> **Directions**
Print the line that has "M387 1304 506" in it, then every remaining line of the data, exactly and without anything extra.

** Supplied records follows **

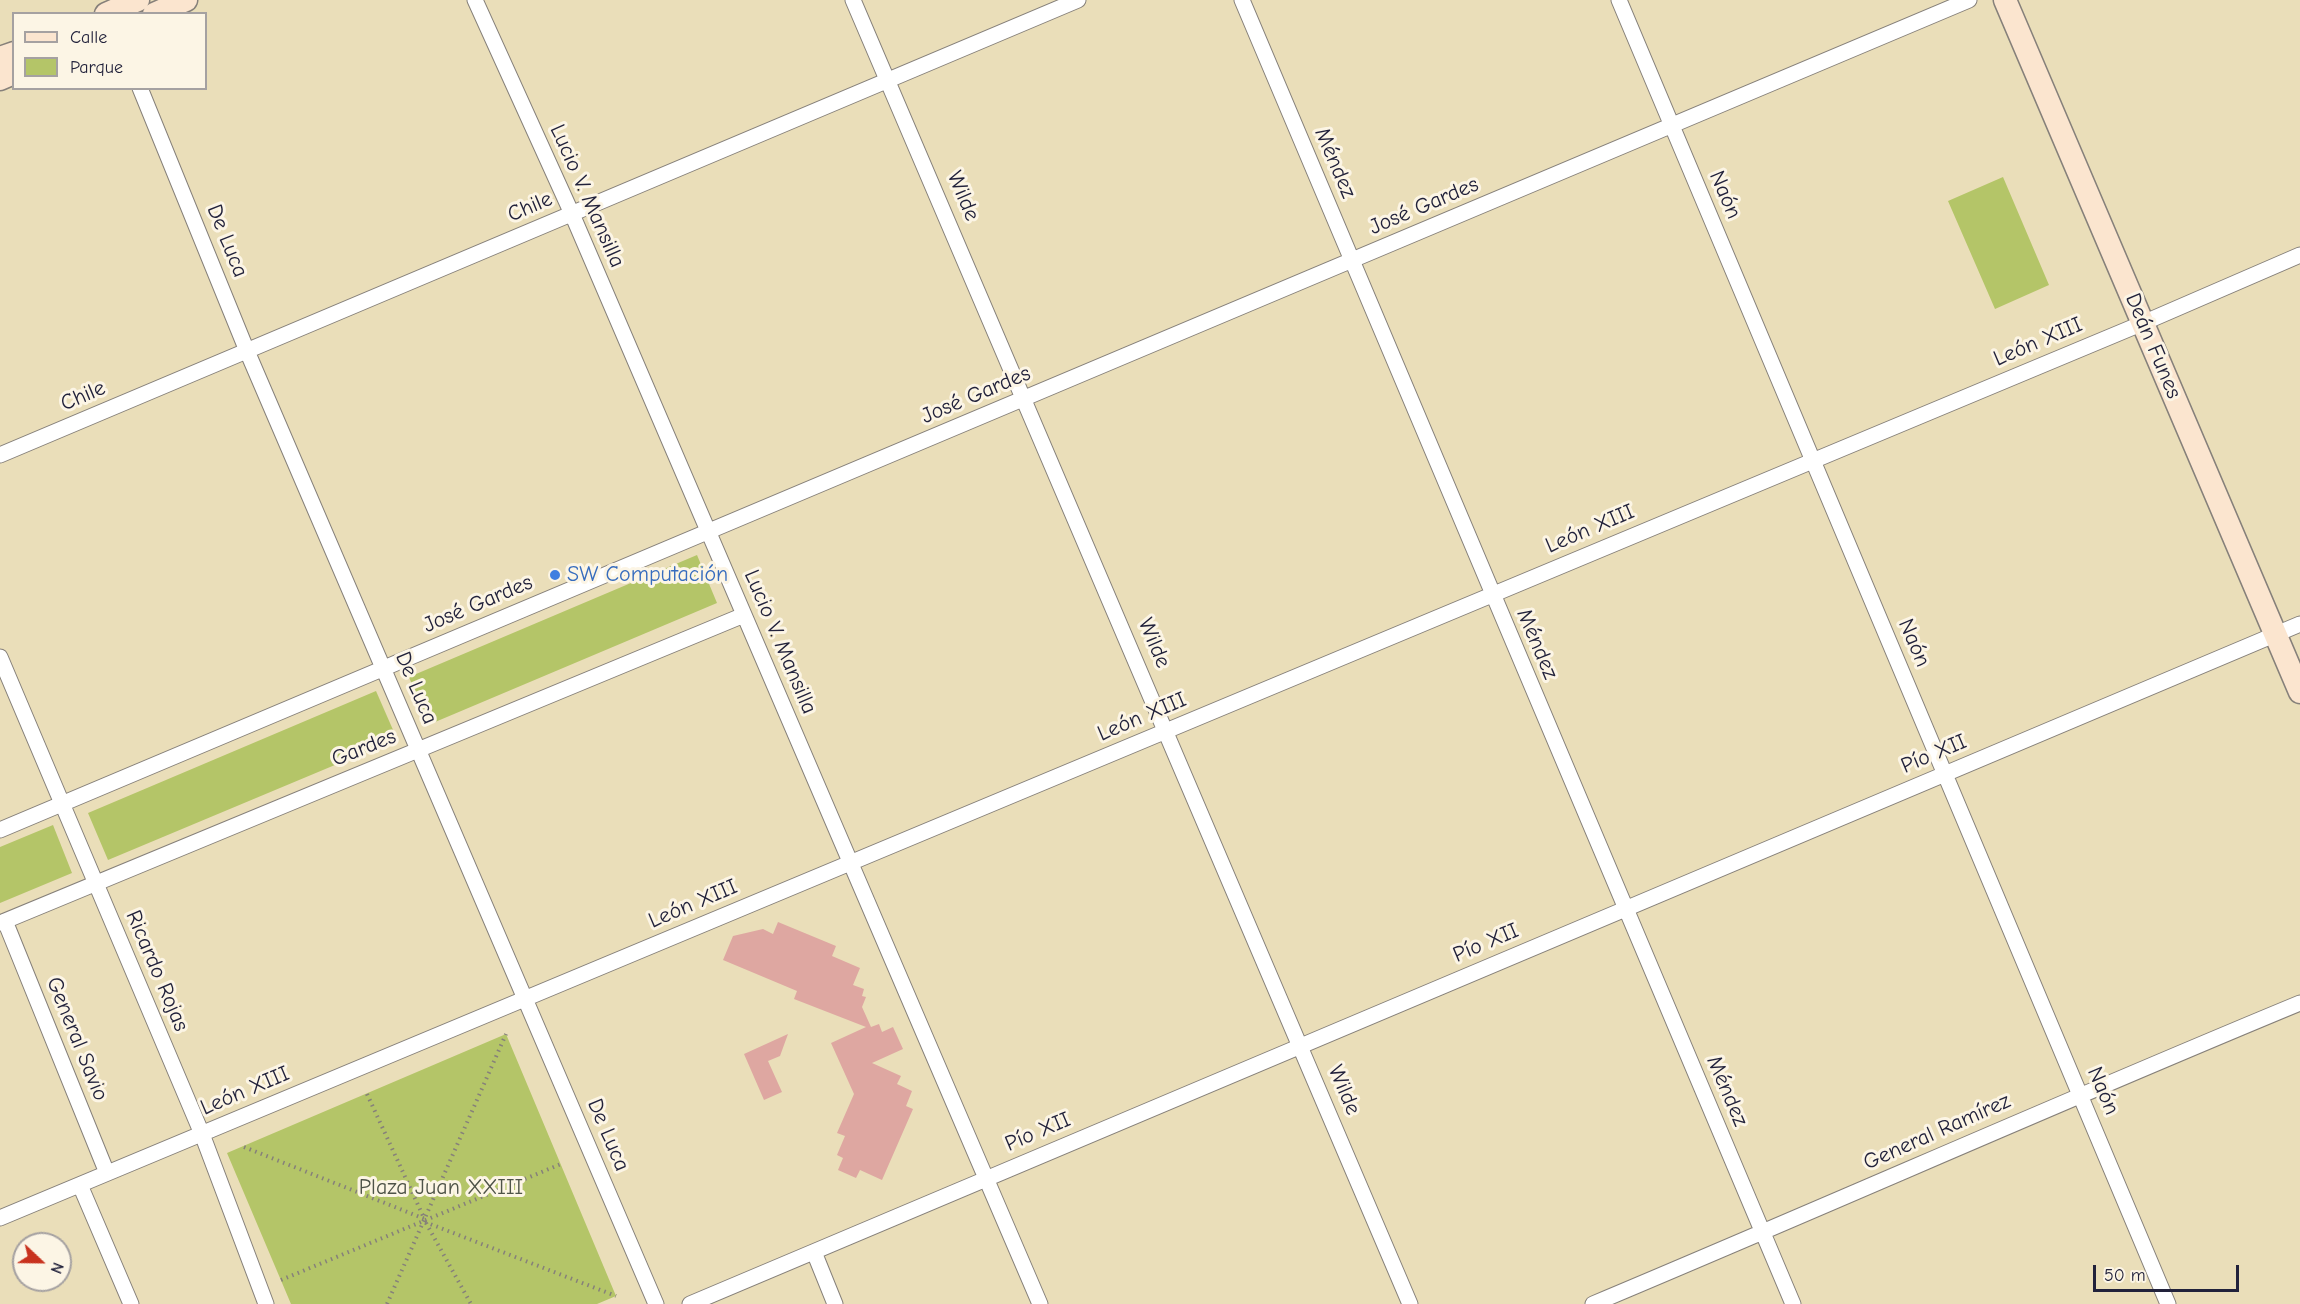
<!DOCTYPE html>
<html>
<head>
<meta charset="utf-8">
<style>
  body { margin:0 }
  #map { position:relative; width:2300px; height:1304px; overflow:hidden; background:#eadeb9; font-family:"Comic Neue",sans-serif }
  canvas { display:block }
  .legend { position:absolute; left:12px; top:12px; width:195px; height:78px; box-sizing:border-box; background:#fcf5e5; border:2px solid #a5a1a1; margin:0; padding:8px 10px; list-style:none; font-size:18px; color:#22223b }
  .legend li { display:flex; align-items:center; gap:12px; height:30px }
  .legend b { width:30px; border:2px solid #a5a1a1 }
  .north { position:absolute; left:12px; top:1232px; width:60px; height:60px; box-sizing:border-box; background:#fcf5e5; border:2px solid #a5a1a1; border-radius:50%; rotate:112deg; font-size:16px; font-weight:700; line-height:24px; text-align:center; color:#22223b }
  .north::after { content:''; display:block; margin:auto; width:21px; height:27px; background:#c8321e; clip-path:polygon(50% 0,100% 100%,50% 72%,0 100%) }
  .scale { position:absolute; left:2093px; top:1265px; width:146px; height:27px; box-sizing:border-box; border:3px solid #22223b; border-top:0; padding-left:8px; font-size:18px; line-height:21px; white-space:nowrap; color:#22223b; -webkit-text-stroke:4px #fcf5e5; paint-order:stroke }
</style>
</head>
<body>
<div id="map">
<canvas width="2300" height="1304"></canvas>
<ul class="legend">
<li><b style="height:8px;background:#fbe5cf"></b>Calle</li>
<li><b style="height:16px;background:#b4c568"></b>Parque</li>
</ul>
<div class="north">N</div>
<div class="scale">50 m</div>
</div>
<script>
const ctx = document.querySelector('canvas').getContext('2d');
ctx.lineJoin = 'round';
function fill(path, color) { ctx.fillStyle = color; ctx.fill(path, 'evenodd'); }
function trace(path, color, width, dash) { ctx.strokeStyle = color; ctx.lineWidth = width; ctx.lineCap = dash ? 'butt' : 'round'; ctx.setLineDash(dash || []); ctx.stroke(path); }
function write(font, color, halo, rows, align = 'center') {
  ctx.font = font + ' "Comic Neue",sans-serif'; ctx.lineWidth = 6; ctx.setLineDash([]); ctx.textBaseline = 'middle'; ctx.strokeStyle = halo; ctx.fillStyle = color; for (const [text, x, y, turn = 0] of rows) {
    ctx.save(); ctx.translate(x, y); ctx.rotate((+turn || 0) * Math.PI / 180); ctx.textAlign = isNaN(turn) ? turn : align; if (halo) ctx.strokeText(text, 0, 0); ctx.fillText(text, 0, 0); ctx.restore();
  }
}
fill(new Path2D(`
  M2003 177 2049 285 1995 309 1948 201Z
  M697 555 717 603 428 725 409 677Z
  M376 691 397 739 108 860 88 813Z
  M53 825 72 873 0 903V847Z
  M506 1034 616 1296 597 1304H291L227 1153Z`), '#b4c568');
fill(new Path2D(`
  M778 922 836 946 832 956 860 968 853 985 864 989 862 996 866 997 862 1007 871 1027 879 1024 882 1032 893 1027 903 1049 872 1063 901 1076 897 1084 912 1091 906 1106 913 1109 882 1180 860 1170 856 1178 838 1170 843 1158 837 1155 845 1136 837 1133 854 1094 831 1043 866 1027 794 999 797 991 723 960 733 936 763 929 773 934Z
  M788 1034 780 1056 768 1061 782 1092 764 1100 744 1054Z`), '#dea7a1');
const street = new Path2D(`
  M475 0 572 214 1040 1304
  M853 0 1410 1304
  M1242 0 1793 1304
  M1619 0 2168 1304
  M140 88 247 351 656 1304
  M0 455 1078 0
  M0 657 202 1134 266 1304
  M0 830 1969 0
  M5 921 107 1173
  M0 923 744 615
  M80 1185 131 1304
  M0 1218 2143 323 2300 255
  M814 1252 835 1304
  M690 1304 2300 624
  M1593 1304C1829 1205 2063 1101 2300 1003`);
const secondary = new Path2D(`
  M2005 0 2300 692
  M106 14 138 0
  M154 14 186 0
  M0 58 14 53
  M0 79 14 73`);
trace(street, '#86807a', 17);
trace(secondary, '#86807a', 25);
trace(new Path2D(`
  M367 1094 424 1218
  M244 1147 425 1219V1222L616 1296
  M426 1223 471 1304
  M281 1280 561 1164
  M387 1304 506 1034`), '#86807a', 4, [1.5, 4.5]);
trace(street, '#fff', 15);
trace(secondary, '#fbe5cf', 22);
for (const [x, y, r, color] of [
  [555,575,6,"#3f7fe0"]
]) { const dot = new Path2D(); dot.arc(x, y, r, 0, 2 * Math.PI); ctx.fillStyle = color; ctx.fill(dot); trace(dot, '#fcf5e5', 2); }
write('22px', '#22223b', '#fcf5e5', [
  ["Méndez",1335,163,67],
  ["Naón",1725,195,67],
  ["Lucio V. Mansilla",587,196,66],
  ["Wilde",963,196,67],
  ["José Gardes",1424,206,-23],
  ["Chile",530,207,-23],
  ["De Luca",227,241,68],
  ["León XIII",2038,342,-23],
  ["Deán Funes",2153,346,67],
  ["José Gardes",976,395,-23],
  ["Chile",83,396,-23],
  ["León XIII",1590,529,-23],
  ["José Gardes",478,604,-23],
  ["Lucio V. Mansilla",780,642,67],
  ["Wilde",1154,643,67],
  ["Naón",1914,643,67],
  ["Méndez",1537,644,67],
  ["De Luca",416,688,67],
  ["León XIII",1142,717,-23],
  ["Gardes",364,748,-22],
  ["Pío XII",1934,754,-23],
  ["León XIII",693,904,-23],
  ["Pío XII",1486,943,-23],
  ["Ricardo Rojas",157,971,67],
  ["General Savio",77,1039,68],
  ["Wilde",1344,1090,67],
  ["León XIII",245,1091,-23],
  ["Méndez",1727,1091,67],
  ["Naón",2103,1091,67],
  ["Pío XII",1038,1132,-23],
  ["General Ramírez",1937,1132,-24],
  ["De Luca",608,1135,67]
]);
write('22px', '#366cbe', '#fcf5e5', [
  ["SW Computación",567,575]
], 'left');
write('22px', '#4e5348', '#fcf5e5', [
  ["Plaza Juan XXIII",441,1188]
]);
</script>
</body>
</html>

** End of Supplied records **

> **Response area**
  M387 1304 506 1034`), '#86807a', 4, [1.5, 4.5]);
trace(street, '#fff', 15);
trace(secondary, '#fbe5cf', 22);
for (const [x, y, r, color] of [
  [555,575,6,"#3f7fe0"]
]) { const dot = new Path2D(); dot.arc(x, y, r, 0, 2 * Math.PI); ctx.fillStyle = color; ctx.fill(dot); trace(dot, '#fcf5e5', 2); }
write('22px', '#22223b', '#fcf5e5', [
  ["Méndez",1335,163,67],
  ["Naón",1725,195,67],
  ["Lucio V. Mansilla",587,196,66],
  ["Wilde",963,196,67],
  ["José Gardes",1424,206,-23],
  ["Chile",530,207,-23],
  ["De Luca",227,241,68],
  ["León XIII",2038,342,-23],
  ["Deán Funes",2153,346,67],
  ["José Gardes",976,395,-23],
  ["Chile",83,396,-23],
  ["León XIII",1590,529,-23],
  ["José Gardes",478,604,-23],
  ["Lucio V. Mansilla",780,642,67],
  ["Wilde",1154,643,67],
  ["Naón",1914,643,67],
  ["Méndez",1537,644,67],
  ["De Luca",416,688,67],
  ["León XIII",1142,717,-23],
  ["Gardes",364,748,-22],
  ["Pío XII",1934,754,-23],
  ["León XIII",693,904,-23],
  ["Pío XII",1486,943,-23],
  ["Ricardo Rojas",157,971,67],
  ["General Savio",77,1039,68],
  ["Wilde",1344,1090,67],
  ["León XIII",245,1091,-23],
  ["Méndez",1727,1091,67],
  ["Naón",2103,1091,67],
  ["Pío XII",1038,1132,-23],
  ["General Ramírez",1937,1132,-24],
  ["De Luca",608,1135,67]
]);
write('22px', '#366cbe', '#fcf5e5', [
  ["SW Computación",567,575]
], 'left');
write('22px', '#4e5348', '#fcf5e5', [
  ["Plaza Juan XXIII",441,1188]
]);
</script>
</body>
</html>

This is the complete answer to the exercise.